What you are asked to do - All of the data that follows is to be printed exactly, without pictures.

★ ★ ★ ★ ★

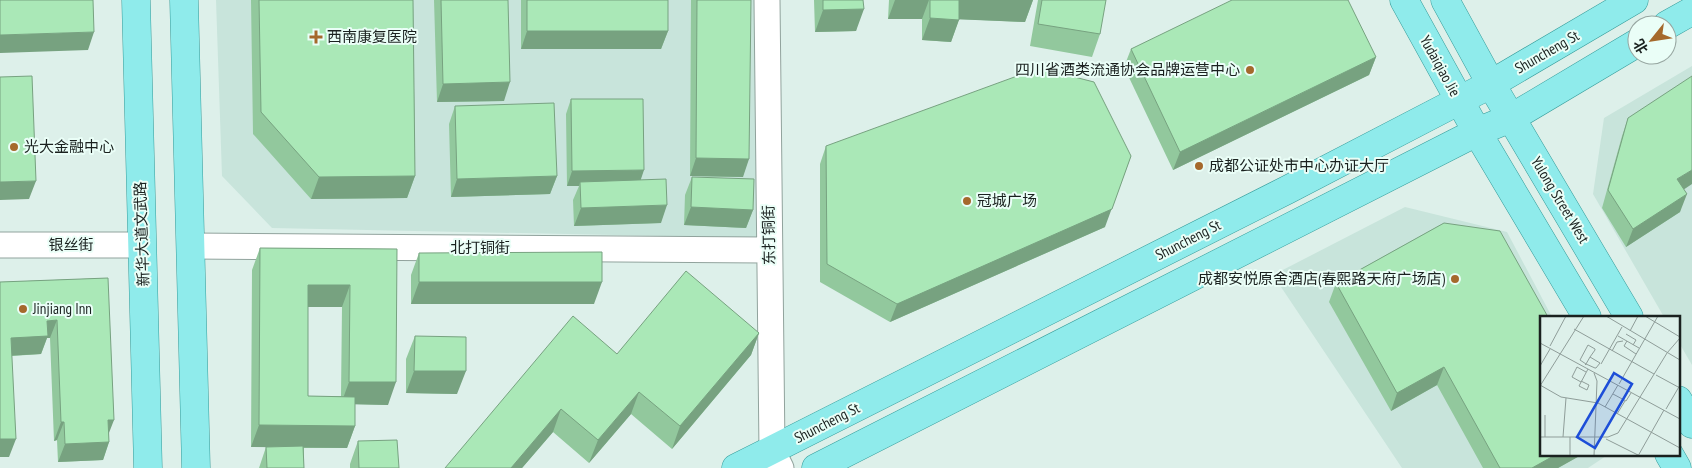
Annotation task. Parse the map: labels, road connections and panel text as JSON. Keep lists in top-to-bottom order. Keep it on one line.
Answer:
{"streets":{"main road":["Shuncheng St","Yudaiqiao Jie","Yulong Street West","新华大道文武路"],"street":["东打铜街","银丝街","北打铜街"]},"crossings":[["Shuncheng St","Yudaiqiao Jie"],["Shuncheng St","Yulong Street West"],["Shuncheng St","东打铜街"],["新华大道文武路","银丝街"],["东打铜街","北打铜街"]],"places":{"health":["西南康复医院"],"other":["四川省酒类流通协会品牌运营中心","光大金融中心","成都公证处市中心办证大厅","冠城广场","成都安悦原舍酒店(春熙路天府广场店)","Jinjiang Inn"]},"north":"bottom left"}
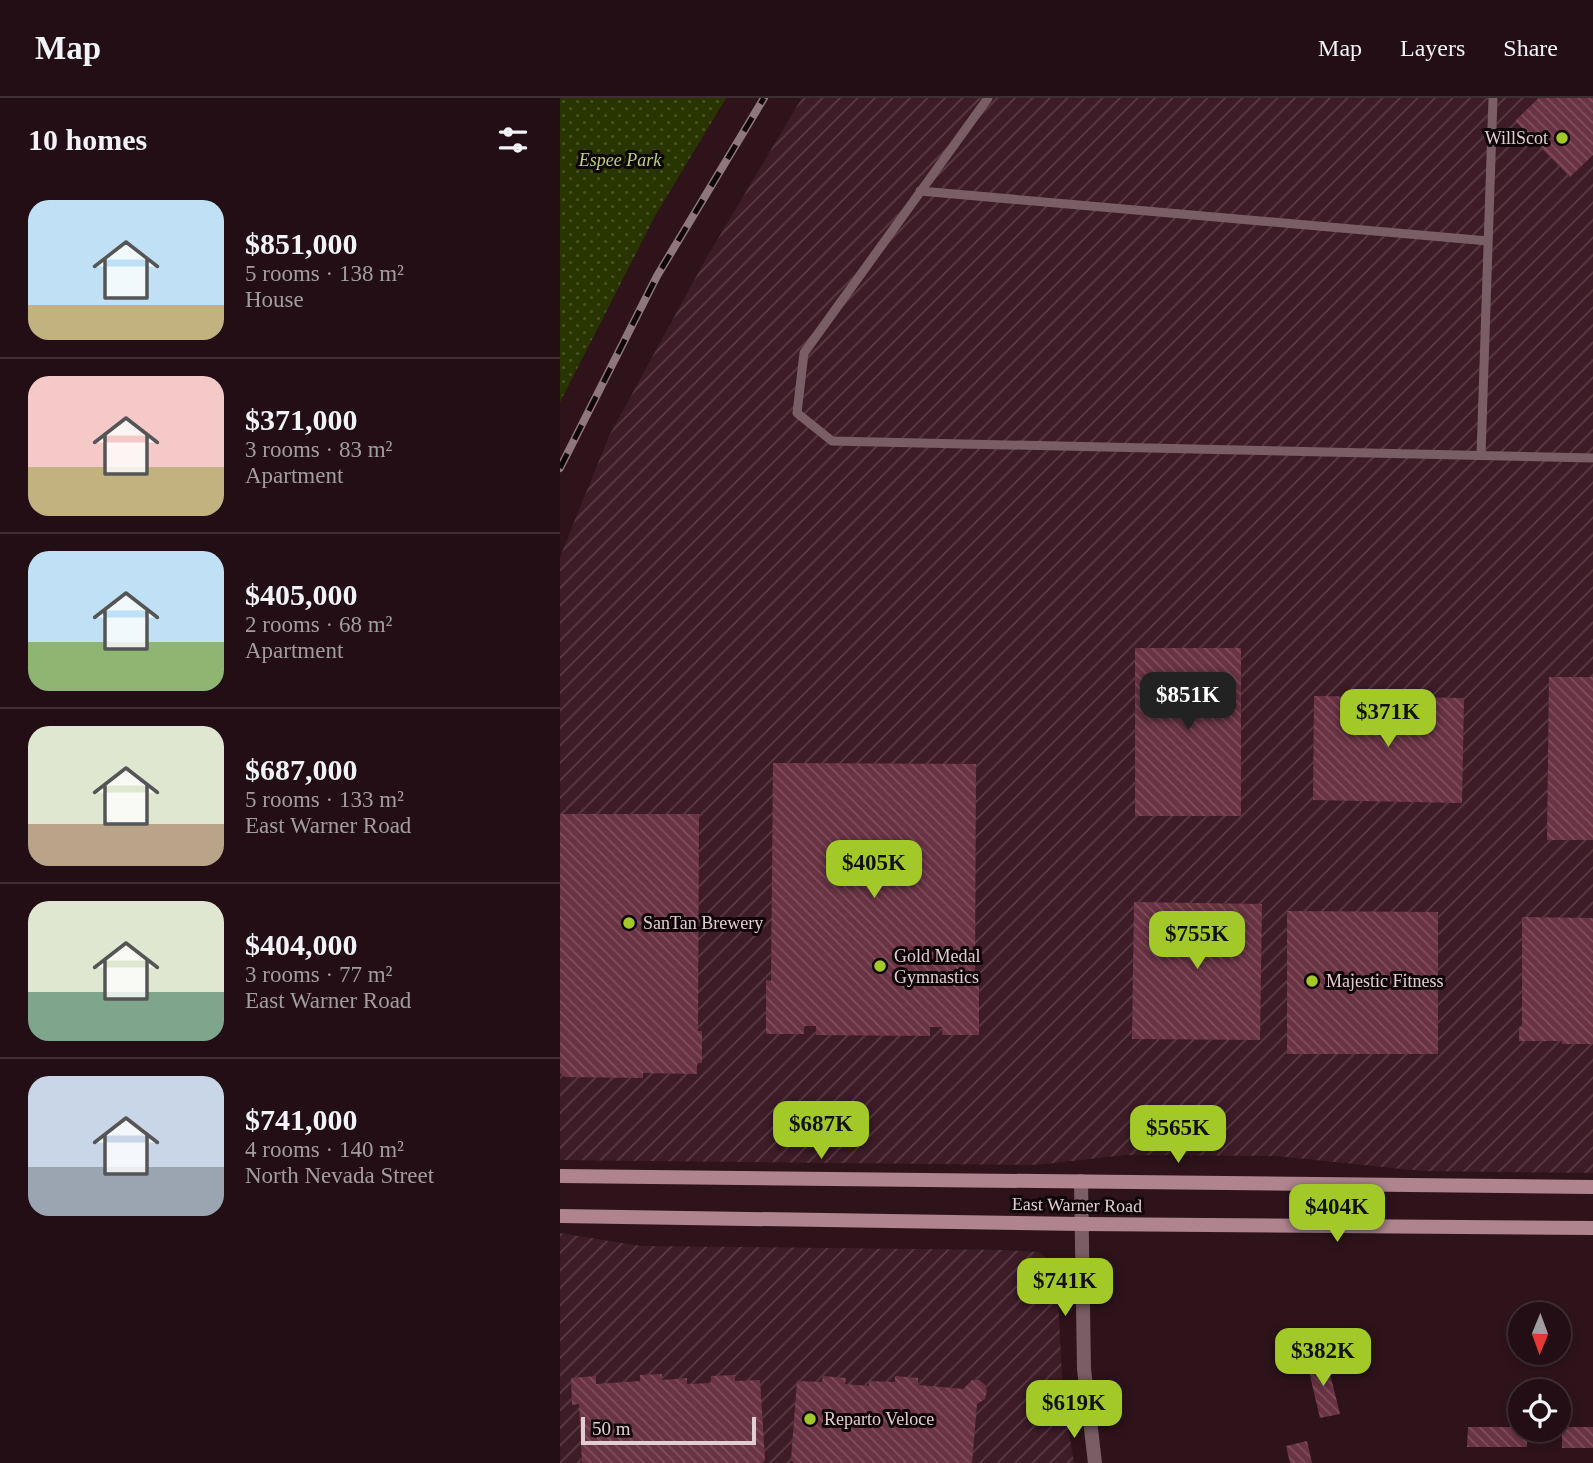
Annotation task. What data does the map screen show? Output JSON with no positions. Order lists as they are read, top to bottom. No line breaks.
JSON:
{"streets":{"main road":["East Warner Road"]},"parks":["Espee Park"],"places":["WillScot","SanTan Brewery","Gold Medal Gymnastics","Majestic Fitness","Reparto Veloce"],"scale_bar":"50 m","north":"bottom","page":{"header":"Map","nav":["Map","Layers","Share"],"heading":"10 homes","list":[{"name":"$851,000","note":"5 rooms · 138 m² · House"},{"name":"$371,000","note":"3 rooms · 83 m² · Apartment"},{"name":"$405,000","note":"2 rooms · 68 m² · Apartment"},{"name":"$687,000","note":"5 rooms · 133 m² · East Warner Road"},{"name":"$404,000","note":"3 rooms · 77 m² · East Warner Road"},{"name":"$741,000","note":"4 rooms · 140 m² · North Nevada Street"}],"price":["$851K","$371K","$405K","$755K","$687K","$565K","$404K","$741K","$382K","$619K"],"scale":"50 m"}}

★ ★ ★ ★ ★

Output below -
Annotation task. Parse the map: labels, road connections and panel text as JSON. Keep lists in top-to-bottom order. Keep it on one line.
Answer:
{"streets":{"main road":["Shuncheng St","Yudaiqiao Jie","Yulong Street West","新华大道文武路"],"street":["东打铜街","银丝街","北打铜街"]},"crossings":[["Shuncheng St","Yudaiqiao Jie"],["Shuncheng St","Yulong Street West"],["Shuncheng St","东打铜街"],["新华大道文武路","银丝街"],["东打铜街","北打铜街"]],"places":{"health":["西南康复医院"],"other":["四川省酒类流通协会品牌运营中心","光大金融中心","成都公证处市中心办证大厅","冠城广场","成都安悦原舍酒店(春熙路天府广场店)","Jinjiang Inn"]},"north":"bottom left"}
Annotation task. What data does the map screen show? Output JSON with no positions. Order lists as they are read, top to bottom. No line breaks.
JSON:
{"streets":{"main road":["East Warner Road"]},"parks":["Espee Park"],"places":["WillScot","SanTan Brewery","Gold Medal Gymnastics","Majestic Fitness","Reparto Veloce"],"scale_bar":"50 m","north":"bottom","page":{"header":"Map","nav":["Map","Layers","Share"],"heading":"10 homes","list":[{"name":"$851,000","note":"5 rooms · 138 m² · House"},{"name":"$371,000","note":"3 rooms · 83 m² · Apartment"},{"name":"$405,000","note":"2 rooms · 68 m² · Apartment"},{"name":"$687,000","note":"5 rooms · 133 m² · East Warner Road"},{"name":"$404,000","note":"3 rooms · 77 m² · East Warner Road"},{"name":"$741,000","note":"4 rooms · 140 m² · North Nevada Street"}],"price":["$851K","$371K","$405K","$755K","$687K","$565K","$404K","$741K","$382K","$619K"],"scale":"50 m"}}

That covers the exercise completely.